Au Bunker de la dernière Rafale

............le blog de Norkhat 0_O ...sous le signe du Capricorne et du hasard-objectif...

12 mai 2009

L'ombre où la Lumière. Première partie.

Il est arrivé à Bordeau par le tram, son baluchon sur le dos, les cheveux en bataille, les yeux cernés. Sur la place de la Victoire il prend en photo une énorme tortue d'acier, attrape un casse-croute et marche vers la gare par le cours de la Marne.

Il marche vite, regarde les tags, autre ville, autre litanie. Il passe devant des échoppes, des peep-shows, des cafés mais il n'a qu'une idée en tête : décamper. Partir vers Paris. Rentrer chez lui. Il a quitté sa troupe de théâtre. Il lui a fallu reconnaître qu'il ne pourrait pas tout faire, pas tout finir, cet projet ambitieux qui demandait un engagement sans faille, et son master de Littérature dont le dernier mois demandait un travail incompressible. Le livre, les livres qu'il a choisi ne sont pas des bouchées faciles. Il est sur le seuil.  Il veut plonger dans la littérature, écrire. Il a transmis son rôle à Félix, mimant ses gestes, puis se retirant dans l'ombre. Le coeur écartelé, les crises d'angoisses, les sanglots, pendant un exercice de danse trop intense, il ne connaissait plus ça depuis longtemps.

Il avait peut-être évité de faire des choix, en disant toujours oui à tout le monde, en se sortant d'un cheveux de situations embrouillées. Artiste de la veille, de la dernière minute. Il faudrait peut-être commencer à faire les choses biens, à faire des choix, à donner sa chance à la première minute.

Il est libre de ces engagements, mais son coeur est bouleversé. Il ne s'est pas douché depuis quatre jours. Il a l'air d'un vagabond avec son sac de marin. L'insoutenable légèreté de... l'aventure.

Ne retourner  nulle part. Venir de loin.
Dans cette gare partir. Mais pour où.

Il se récite des morceaux d'Only Revolutions. "And just like that. I come around"
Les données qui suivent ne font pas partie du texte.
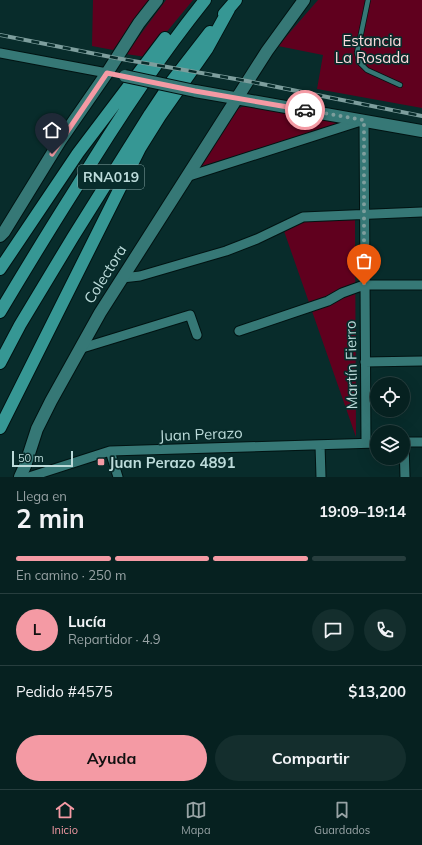 <!DOCTYPE html>
<html lang="es">
<meta charset="utf-8">
<style>
:root{--surface:#062120;--page:#142e2d;--text:#f1f3f6;--muted:#98a3a5;--line:#273e3e;--accent:#f49aa4}
body{margin:0;font-family:Mulish,sans-serif;background:var(--page);color:var(--text);height:100vh;display:flex;flex-direction:column;font-size:15px;white-space:nowrap}
*{box-sizing:border-box;margin:0}
p{font-size:13px;color:var(--muted)}
.icon{flex:none;width:22px;height:22px;fill:none;stroke:currentColor;stroke-width:2;stroke-linecap:round;stroke-linejoin:round}
.map{position:relative;height:477px;overflow:hidden}
.panel{display:flex;flex-direction:column;background:var(--surface);flex:1}
.panel>*{flex:none}
.buttons{position:absolute;left:370px;top:377px;display:grid;gap:8px}
.buttons a{display:grid;place-items:center;width:40px;height:40px;border-radius:50%;background:var(--surface);box-shadow:0 4px 16px #0002,0 0 0 1px var(--line);font-size:20px}
.scale{position:absolute;left:12px;bottom:10px;width:61px;box-sizing:border-box;padding-left:4px;border:2px solid #bcdbda;border-top:0;font-size:11px;line-height:14px;white-space:nowrap;color:#bcdbda;-webkit-text-stroke:3px #082c2b;paint-order:stroke}
.pin{position:absolute;display:grid;place-items:center;width:34px;height:34px;color:#fff;margin:-41px -17px;border-radius:50% 50% 50% 0;rotate:-45deg;box-shadow:0 0 4px #0007}
.pin .icon{rotate:45deg}
.courier{position:absolute;display:grid;place-items:center;width:40px;height:40px;margin:-20px;border:3px solid #f49aa4;border-radius:50%;background:#fff;color:#222;box-shadow:0 1px 5px #0007}
.overview em{font-style:normal;font-weight:700}
.overview div{display:flex;flex-direction:column-reverse}
.overview{display:flex;align-items:center;justify-content:space-between;height:68px;padding:0 16px}
h1{font-size:26px;font-weight:700;line-height:30px}
.bar{display:grid;grid-template-columns:repeat(4,1fr);gap:6px 4px;align-content:center;height:48px;padding:0 16px}
.bar i{height:5px;border-radius:3px;background:var(--line)}
.bar .on{background:var(--accent)}
.bar p{grid-column:span 4}
.line{display:flex;align-items:center;gap:10px;padding:0 16px;border-top:1px solid var(--line)}
.line div{flex:1}
.round{display:grid;place-items:center;flex:none;width:42px;height:42px;border-radius:21px;background:var(--page)}
.button{display:flex;gap:8px;margin-top:auto;padding:8px 16px}
.button a{flex:1;height:46px;border-radius:24px;background:var(--accent);color:#111;font-size:16px;font-weight:700;line-height:46px;text-align:center}
.button a+a{background:var(--page);color:var(--text)}
.tab-bar{display:flex;justify-content:space-around;align-items:center;height:56px;border-top:1px solid var(--line);background:var(--surface);font-size:11px;color:var(--muted)}
.tab-bar a{display:grid;justify-items:center;gap:2px}
.tab-bar .on{color:var(--accent)}
.map>svg:first-child{display:block}
.green{fill:#60001e}
.lines{fill:none;stroke-linecap:round;stroke-linejoin:round}
.service-casing{stroke:#011312;stroke-width:6}
.minor-casing{stroke:#011312;stroke-width:11}
.secondary-casing{stroke:#011312;stroke-width:14}
.motorway-casing{stroke:#011312;stroke-width:14}
.service{stroke:#367876;stroke-width:4.5}
.minor{stroke:#367876;stroke-width:9}
.secondary{stroke:#367876;stroke-width:12}
.motorway{stroke:#369794;stroke-width:12}
.rail-casing{stroke:#7d9e9d;stroke-width:4}
.rail{stroke:#082c2b;stroke-width:2.5;stroke-dasharray:8;stroke-linecap:butt}
.secondary-bridge-casing{stroke:#011312;stroke-width:14;stroke-linecap:butt}
.secondary-bridge{stroke:#367876;stroke-width:12}
.done{stroke:#7d9e9d;stroke-width:4;stroke-dasharray:0 7.2}
.route{stroke:#f49aa4;stroke-width:5}
.poi-dot{fill:#f49aa4;stroke:#082c2b;stroke-width:1.5}
.labels{text-anchor:middle;dominant-baseline:central;stroke-width:3.5;stroke-linejoin:round;paint-order:stroke}
.shield{fill:#082c2b;stroke:#86a6a6;stroke-width:1}
.shield-label{font-size:14px;font-weight:bold;fill:#bcdbda}
.park-label{font-size:15px;fill:#fcdadc;stroke:#082c2b}
.street-label{font-size:15px;fill:#bcdbda;stroke:#082c2b}
.poi-label{font-size:15px;font-weight:bold;fill:#bcdbda;stroke:#082c2b;text-anchor:start}
</style>
<div class="map">
<svg width="422" height="477" viewBox="0 0 422 477">
<rect width="100%" height="100%" fill="#082c2b"/>
<path class="green" d="M93 0H150L113 50 92 46Z
M166 0H193L146 57 126 54Z
M318 0H422V108L317 89 323 55 278 46Z
M249 104 346 121 199 167 235 110Z
M355 220 356 437 284 231 305 221Z"/>
<g class="lines">
<g class="service-casing">
<path id="service" d="M368 0 357 53 360 63 367 70 400 85"/>
</g>
<g class="minor-casing">
<path id="minor" d="M0 53 107 73
M186 177 364 120 366 443
M122 278 140 276 226 251 257 239 303 217 422 212
M239 331 328 301 342 293 364 285H422
M79 349 190 315 197 335
M365 362 422 361
M403 442H422
M404 442 405 477
M320 445 321 477
M110 451 118 477
M29 477 110 451 377 443"/>
</g>
<g class="secondary-casing">
<path id="secondary" d="M195 91 422 131
M0 236 4 232 60 141 107 73 139 23 157 0
M20 477 25 466 37 429 51 401 100 313 267 51 304 0"/>
</g>
<g class="motorway-casing">
<path id="motorway" d="M224 14 236 0
M0 269 78 153 165 38
M0 312C25 270 50 229 76 188 116 122 157 60 205 0
M0 363 20 325 73 237 150 114 172 81 210 32
M0 428 140 148 160 116 207 49 229 9"/>
</g>
<use href="#service" class="service"/>
<use href="#minor" class="minor"/>
<use href="#secondary" class="secondary"/>
<use href="#motorway" class="motorway"/>
<g class="rail-casing">
<path id="rail" d="M0 35 116 58 247 81 422 116"/>
</g>
<use href="#rail" class="rail"/>
<g class="secondary-bridge-casing">
<path id="secondary-bridge" d="M125 76 195 91"/>
</g>
<use href="#secondary-bridge" class="secondary-bridge"/>
</g>
<g class="lines">
<path class="done" d="M305 110 364 120V285"/>
<path class="route" d="M52 154 107 73 195 91 305 110"/>
</g>
<rect class="poi-dot" x="97" y="458" width="8" height="8" rx="2"/>
<g class="labels">
<rect class="shield" x="78" y="165" width="66" height="24" rx="3"/>
<g class="shield-label">
<text x="111" y="177">RNA019</text>
</g>
<g class="park-label">
<text x="372" y="40">Estancia<tspan x="372" dy="17">La Rosada</tspan></text>
</g>
<g class="street-label">
<text transform="translate(105 274) rotate(-58)">Colectora</text>
<text transform="translate(351 365) rotate(-91)">Martín Fierro</text>
<text transform="translate(201 434) rotate(-2)">Juan Perazo</text>
</g>
<g class="poi-label">
<text x="109" y="462">Juan Perazo 4891</text>
</g>
</g>
</svg>
<div class="buttons">
<a><svg class="icon" aria-label="locate" viewBox="0 0 24 24"><circle cx="12" cy="12" r="6"/><path d="M12 2v4M12 18v4M2 12h4M18 12h4"/></svg></a>
<a><svg class="icon" aria-label="layers" viewBox="0 0 24 24"><path d="M12 4l9 5-9 5-9-5zM3 14l9 5 9-5"/></svg></a>
</div>
<div class="scale">50 m</div>
<div class="pin" style="left:364px;top:285px;background:#ea580c"><svg class="icon" aria-label="bag" viewBox="0 0 24 24"><path d="M5 8h14l-1 12H6zM9 8a3 3 0 0 1 6 0"/></svg></div>
<div class="pin" style="left:52px;top:154px;background:#1f2937"><svg class="icon" aria-label="home" viewBox="0 0 24 24"><path d="M3 11l9-7 9 7M6 9v11h12V9"/></svg></div>
<div class="courier" style="left:305px;top:110px"><svg class="icon" aria-label="car" viewBox="0 0 24 24"><path d="M5 17H2v-5l4-1 3-4h7l3 4 3 1v5h-3M9 17h6M6 11h13"/><circle cx="7" cy="17" r="2"/><circle cx="17" cy="17" r="2"/></svg></div>
</div>
<section class="panel">
<div class="overview"><div><h1>2 min</h1><p>Llega en</p></div><em>19:09–19:14</em></div>
<div class="bar"><i class="on"></i><i class="on"></i><i class="on"></i><i></i><p>En camino · 250 m</p></div>
<div class="line" style="height:72px"><b class="round" style="background:var(--accent);color:#111">L</b><div><b>Lucía</b><p>Repartidor · 4.9</p></div><a class="round"><svg class="icon" aria-label="chat" viewBox="0 0 24 24"><path d="M4 5h16v11H9l-5 4z"/></svg></a><a class="round"><svg class="icon" aria-label="phone" viewBox="0 0 24 24"><path d="M5 4h4l2 5-3 2q2 4 5 5l2-3 5 2v4C11 20 4 13 5 4z"/></svg></a></div>
<div class="line" style="height:52px"><div>Pedido #4575</div><b>$13,200</b></div>
<div class="button"><a>Ayuda</a><a>Compartir</a></div>
</section>
<nav class="tab-bar">
<a class="on"><svg class="icon" aria-label="home" viewBox="0 0 24 24"><path d="M3 11l9-7 9 7M6 9v11h12V9"/></svg>Inicio</a>
<a><svg class="icon" aria-label="map" viewBox="0 0 24 24"><path d="M3 6l6-2 6 2 6-2v14l-6 2-6-2-6 2zM9 4v14M15 6v14"/></svg>Mapa</a>
<a><svg class="icon" aria-label="saved" viewBox="0 0 24 24"><path d="M7 4h10v16l-5-4-5 4z"/></svg>Guardados</a>
</nav>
La gare infiniment loin se profile enfin. Ses bottes trop serrées fournissent un dernier effort.

Back to where we were.

Il scrute le tableau noir.
Il n'y a plus de train pour Paris.
Incrédule. Amusé. Un peu au-delà du désespoir.

Passer la nuit à Bordeau alors qu'il pensait juste la traverser.
Il sort de la gare. Quatre flashs dans le ciel l'éblouissent.
Sonné par ces blancs successifs il écoute et sans surprise on entend venir le fracas du tonnerre.

L'orage éclate.

Un orage de chaleur.

La place de la gare se vide.

Que faire ? La scène se brouille : deux moustachus en short et bandana rouge apparaissent e surimpression sur le ciel obscure et susurrent : 118. silence. 218. silence. puis disparaissent. Les dieux de la sagesse se sont manifestés. Il cligne des yeux.

Le dixième de la moitié du quart d'une barre de batterie s'affichent sur son cellulaire :  il n'a plus le temps d'hésiter. Appeler les renseignements ou passer la nuit sur le parvis de la gare.
Il est dix heures passées, on lui passe l'auberge de jeunesse.

Il reste un lit. Dans une chambre de quatre. Est-il prêt à partager ?
Il est prêt à tout.

Ses compagnons de chambrée sont vieux, et donnent à entendre un concert de ronflement tellement agressifs qu'il ne ferme presque pas l'oeil de la nuit.
Par la fenêtre l'orage strie le mur de blanc. Dans le couloir une lampe grésille et clignote. La porte de la douche lui reste dans les mains. Poussé dans ses retranchements, il subtilise une dose de dentifrice dans une trousse de toilette laissée à l'abandon. Son reflet hagard dans la glace, les yeux cernés, ne lui revient pas.

Il se réveille en sursaut après avoir grapillé un ultime moment de sommeil.
Comme une bête traquée il rôde jusqu'au réfectoire attrape des céréales.
Court jusqu'à la gare, achète un billet au prix fort, monte dans le train et s'endort.

Il s'endort le corps vrillé contre la vitre, la peau moite de sommeil, de sueur et de pluie.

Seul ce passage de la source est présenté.